(RAW DATA begins)

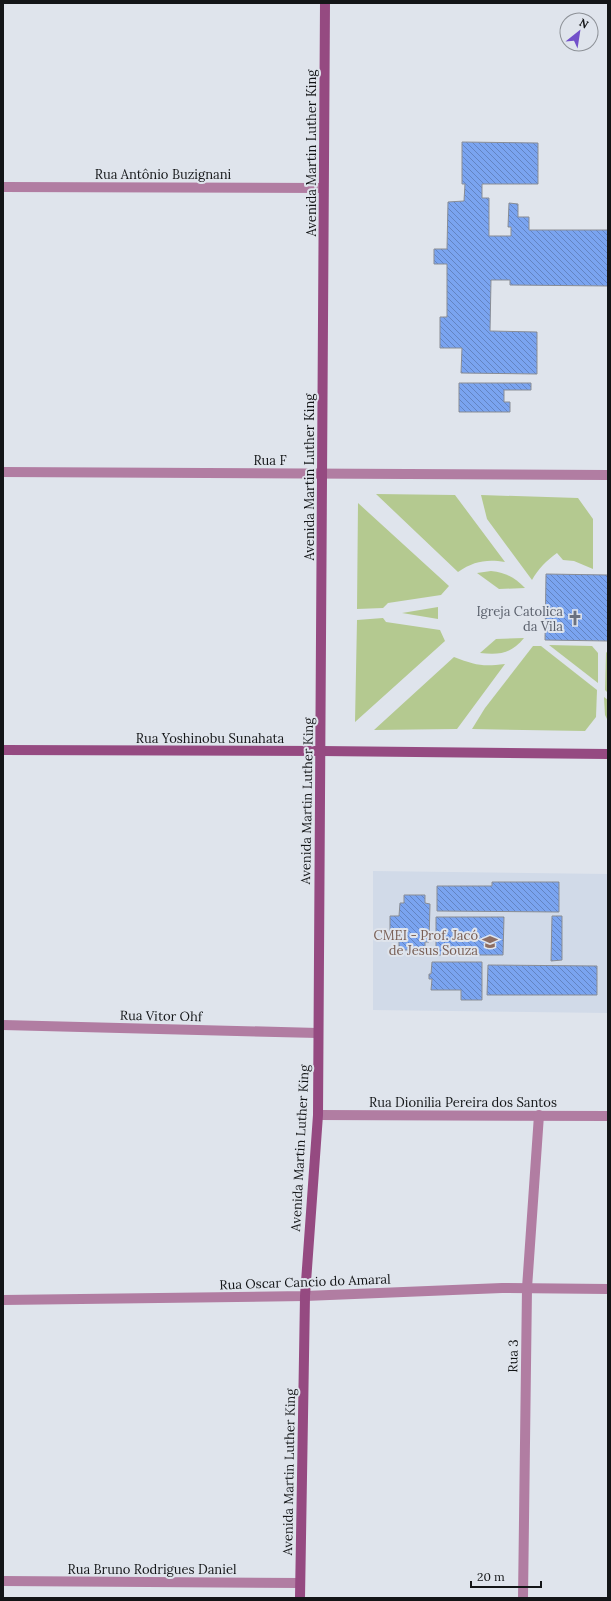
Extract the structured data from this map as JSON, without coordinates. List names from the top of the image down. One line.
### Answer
{"streets":{"main road":["Avenida Martin Luther King","Rua Yoshinobu Sunahata"],"street":["Rua Antônio Buzignani","Rua F","Rua Vitor Ohf","Rua Dionilia Pereira dos Santos","Rua Oscar Cancio do Amaral","Rua 3","Rua Bruno Rodrigues Daniel"]},"crossings":[["Avenida Martin Luther King","Rua Antônio Buzignani"],["Avenida Martin Luther King","Rua F"],["Avenida Martin Luther King","Rua Yoshinobu Sunahata"],["Avenida Martin Luther King","Rua Vitor Ohf"],["Avenida Martin Luther King","Rua Dionilia Pereira dos Santos"],["Avenida Martin Luther King","Rua Oscar Cancio do Amaral"],["Avenida Martin Luther King","Rua Bruno Rodrigues Daniel"],["Rua Dionilia Pereira dos Santos","Rua 3"],["Rua Oscar Cancio do Amaral","Rua 3"]],"places":{"church":["Igreja Catolica da Vila"],"school or university":["CMEI - Prof. Jacó de Jesus Souza"]},"scale_bar":"20 m","north":"top right"}
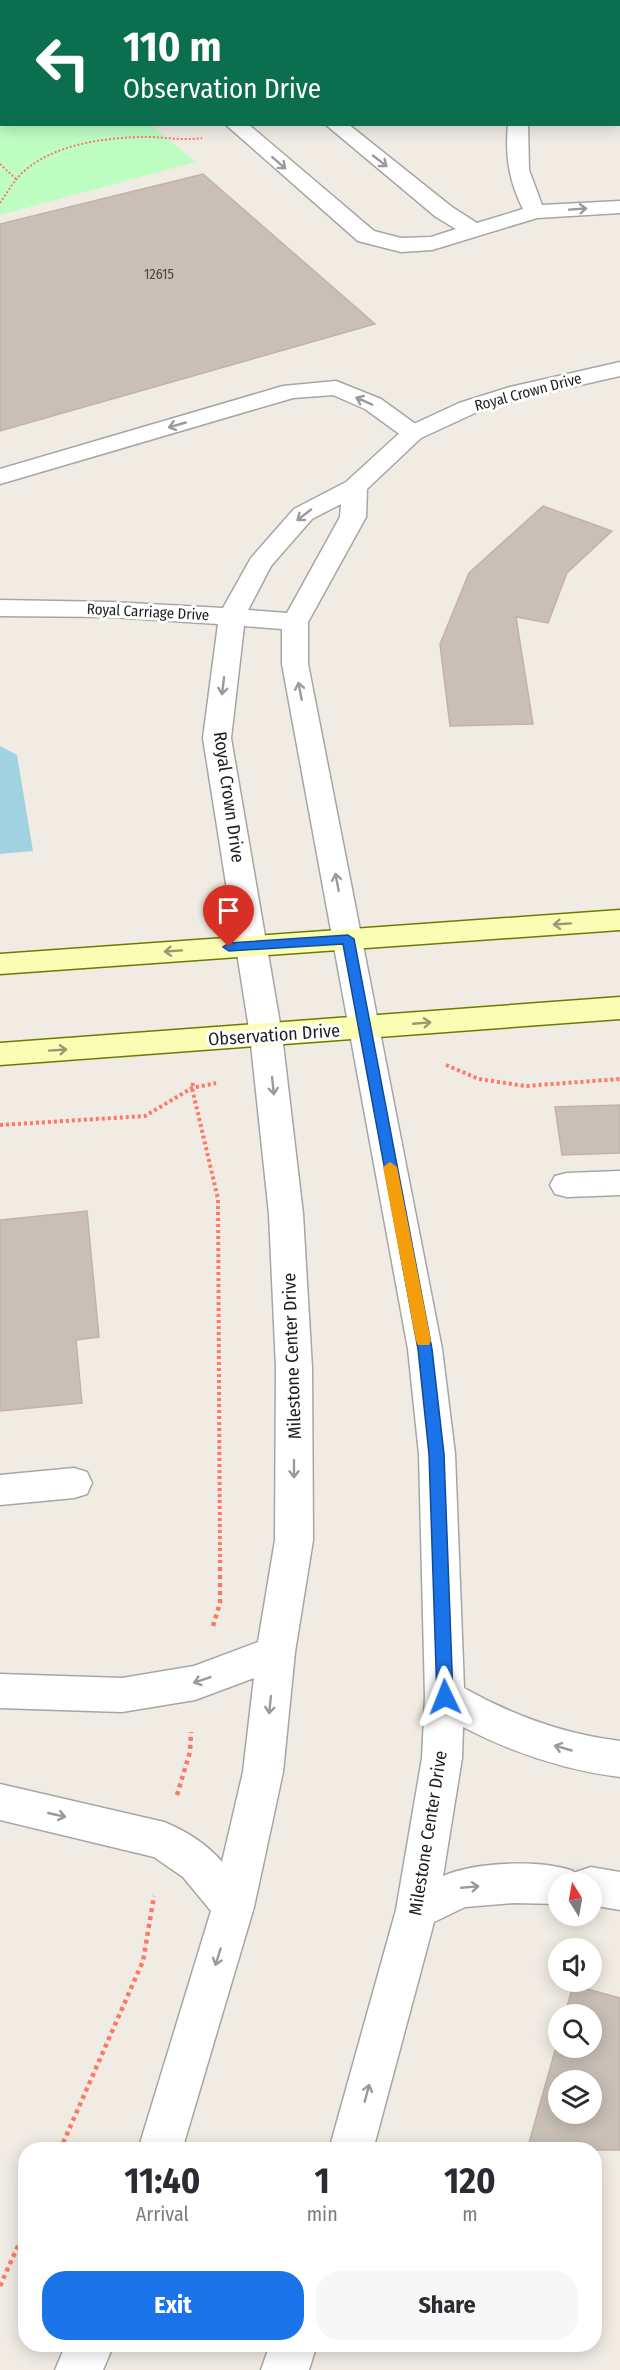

(RAW DATA ends)

Repeat all of the material above exactly, leaving out pictures.

Extract the structured data from this map as JSON, without coordinates. List names from the top of the image down. One line.
### Answer
{"streets":{"main road":["Avenida Martin Luther King","Rua Yoshinobu Sunahata"],"street":["Rua Antônio Buzignani","Rua F","Rua Vitor Ohf","Rua Dionilia Pereira dos Santos","Rua Oscar Cancio do Amaral","Rua 3","Rua Bruno Rodrigues Daniel"]},"crossings":[["Avenida Martin Luther King","Rua Antônio Buzignani"],["Avenida Martin Luther King","Rua F"],["Avenida Martin Luther King","Rua Yoshinobu Sunahata"],["Avenida Martin Luther King","Rua Vitor Ohf"],["Avenida Martin Luther King","Rua Dionilia Pereira dos Santos"],["Avenida Martin Luther King","Rua Oscar Cancio do Amaral"],["Avenida Martin Luther King","Rua Bruno Rodrigues Daniel"],["Rua Dionilia Pereira dos Santos","Rua 3"],["Rua Oscar Cancio do Amaral","Rua 3"]],"places":{"church":["Igreja Catolica da Vila"],"school or university":["CMEI - Prof. Jacó de Jesus Souza"]},"scale_bar":"20 m","north":"top right"}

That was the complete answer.